Correr atrás do prejuízo em janeiro? "Adotámos as medidas razoáveis"

António Costa apela a que se continue a respeitar as medidas básicas de proteção.

Questionado sobre se impor o teletrabalho obrigatório só em janeiro levaria o país a correr atrás do prejuízo em relação à contenção da pandemia de Covid-19, António Costa respondeu que o Governo adotou medidas "razoáveis" e lembrou que em setembro já tinha chamado a atenção para o facto de a pandemia não ter chegado ao fim com a vacinação.

"Apelei, nessa altura, a que todos continuassem a utilizar as máscaras e a cumprir o distanciamento físico. Essa responsabilização tem de existir. Ontem apelei a que as famílias, antes de se juntarem todas no Natal, façam um autoteste. Sabemos todos que, obviamente, o período de Natal e Ano Novo vai ser um período de intensificação dos contactos e por isso é que criámos essa semana de contenção dos contactos de forma a que tenhamos um momento de contenção e que eventuais contaminações nos períodos de festejos não se multipliquem no cruzamento de agregados familiares no trabalho ou na escola", explicou António Costa aos jornalistas, à saída da Autoeuropa.

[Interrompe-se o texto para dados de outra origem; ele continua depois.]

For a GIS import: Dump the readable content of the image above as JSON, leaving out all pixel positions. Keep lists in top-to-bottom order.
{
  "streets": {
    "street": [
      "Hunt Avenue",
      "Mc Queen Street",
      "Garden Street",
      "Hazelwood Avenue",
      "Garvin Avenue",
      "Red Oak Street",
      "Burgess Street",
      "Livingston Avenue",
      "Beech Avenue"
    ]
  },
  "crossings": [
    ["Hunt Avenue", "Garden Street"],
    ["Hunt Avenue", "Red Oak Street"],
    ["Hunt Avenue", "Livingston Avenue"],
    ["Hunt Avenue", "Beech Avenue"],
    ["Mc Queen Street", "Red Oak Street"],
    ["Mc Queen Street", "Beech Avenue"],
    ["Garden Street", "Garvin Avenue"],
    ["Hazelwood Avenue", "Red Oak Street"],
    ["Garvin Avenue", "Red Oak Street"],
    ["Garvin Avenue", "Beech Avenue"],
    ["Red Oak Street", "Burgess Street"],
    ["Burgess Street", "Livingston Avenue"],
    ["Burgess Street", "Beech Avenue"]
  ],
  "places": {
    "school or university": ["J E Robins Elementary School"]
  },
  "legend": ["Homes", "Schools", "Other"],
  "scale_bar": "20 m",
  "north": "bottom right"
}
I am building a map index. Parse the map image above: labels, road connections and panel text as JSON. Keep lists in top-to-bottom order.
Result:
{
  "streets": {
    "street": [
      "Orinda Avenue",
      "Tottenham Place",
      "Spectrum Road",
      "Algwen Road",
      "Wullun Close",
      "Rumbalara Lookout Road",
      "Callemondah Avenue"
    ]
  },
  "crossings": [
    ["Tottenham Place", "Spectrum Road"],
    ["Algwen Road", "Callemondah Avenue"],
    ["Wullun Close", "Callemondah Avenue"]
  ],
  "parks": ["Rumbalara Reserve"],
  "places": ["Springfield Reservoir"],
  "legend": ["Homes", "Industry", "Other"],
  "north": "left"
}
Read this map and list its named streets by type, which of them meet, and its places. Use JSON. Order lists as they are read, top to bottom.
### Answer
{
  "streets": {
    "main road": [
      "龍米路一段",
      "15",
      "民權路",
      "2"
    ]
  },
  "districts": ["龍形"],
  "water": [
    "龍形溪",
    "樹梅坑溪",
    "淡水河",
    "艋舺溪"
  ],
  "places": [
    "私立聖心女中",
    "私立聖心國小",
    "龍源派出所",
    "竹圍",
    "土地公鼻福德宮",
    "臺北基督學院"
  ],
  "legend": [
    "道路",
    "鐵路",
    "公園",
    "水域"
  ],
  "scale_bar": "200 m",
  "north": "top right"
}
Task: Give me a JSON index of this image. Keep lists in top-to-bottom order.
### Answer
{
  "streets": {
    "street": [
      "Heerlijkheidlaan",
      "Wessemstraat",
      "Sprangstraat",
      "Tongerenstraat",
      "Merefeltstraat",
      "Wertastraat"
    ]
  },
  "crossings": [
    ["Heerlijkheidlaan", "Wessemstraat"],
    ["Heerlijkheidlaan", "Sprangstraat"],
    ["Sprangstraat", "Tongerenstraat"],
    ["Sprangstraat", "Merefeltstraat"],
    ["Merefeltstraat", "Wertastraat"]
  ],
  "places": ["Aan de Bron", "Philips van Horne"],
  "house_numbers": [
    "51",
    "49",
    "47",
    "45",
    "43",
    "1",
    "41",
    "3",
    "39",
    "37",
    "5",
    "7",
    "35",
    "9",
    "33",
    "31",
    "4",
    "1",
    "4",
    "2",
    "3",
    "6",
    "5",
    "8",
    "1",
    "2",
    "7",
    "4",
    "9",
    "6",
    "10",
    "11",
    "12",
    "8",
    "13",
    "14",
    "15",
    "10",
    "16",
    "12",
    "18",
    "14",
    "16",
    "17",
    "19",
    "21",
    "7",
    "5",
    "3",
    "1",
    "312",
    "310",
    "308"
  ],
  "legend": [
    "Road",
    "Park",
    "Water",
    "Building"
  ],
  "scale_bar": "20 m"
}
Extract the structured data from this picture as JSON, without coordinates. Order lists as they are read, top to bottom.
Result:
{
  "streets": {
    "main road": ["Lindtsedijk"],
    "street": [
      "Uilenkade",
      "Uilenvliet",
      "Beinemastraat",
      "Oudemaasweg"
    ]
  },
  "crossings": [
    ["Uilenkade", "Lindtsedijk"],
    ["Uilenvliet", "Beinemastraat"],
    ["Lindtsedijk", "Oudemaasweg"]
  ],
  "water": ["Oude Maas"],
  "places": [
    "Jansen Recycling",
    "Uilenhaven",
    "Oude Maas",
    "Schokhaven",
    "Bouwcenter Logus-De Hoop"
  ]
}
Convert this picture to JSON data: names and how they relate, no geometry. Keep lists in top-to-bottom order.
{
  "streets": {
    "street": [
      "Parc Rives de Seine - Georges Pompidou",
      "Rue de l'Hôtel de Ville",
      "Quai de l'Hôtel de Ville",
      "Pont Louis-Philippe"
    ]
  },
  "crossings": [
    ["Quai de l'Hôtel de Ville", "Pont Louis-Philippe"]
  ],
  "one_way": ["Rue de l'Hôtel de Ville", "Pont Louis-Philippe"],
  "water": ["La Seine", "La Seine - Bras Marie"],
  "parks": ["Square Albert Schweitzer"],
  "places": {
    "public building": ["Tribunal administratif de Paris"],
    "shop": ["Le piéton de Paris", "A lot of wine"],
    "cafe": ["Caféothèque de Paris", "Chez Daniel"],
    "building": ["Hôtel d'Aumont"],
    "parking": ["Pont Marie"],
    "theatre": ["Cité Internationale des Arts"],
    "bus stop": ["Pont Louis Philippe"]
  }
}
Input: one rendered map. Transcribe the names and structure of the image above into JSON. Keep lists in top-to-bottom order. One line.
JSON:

No que toca a viagens, já cinco países - Áustria, Itália, Israel, Singapura e França - proibiram a entrada de viajantes provenientes de Moçambique, mas Portugal não prevê, para já, fazer o mesmo. Contudo, o Governo tem estado em contacto com Angola e Moçambique.

"Para já, nenhum deles está na lista que a Comissão Europeia propôs. Queremos garantir que mantemos o bom fluxo que temos, em particular com Angola e Moçambique. Na primeira lista que foi divulgada, nem Moçambique nem Angola constavam", justificou o primeiro-ministro.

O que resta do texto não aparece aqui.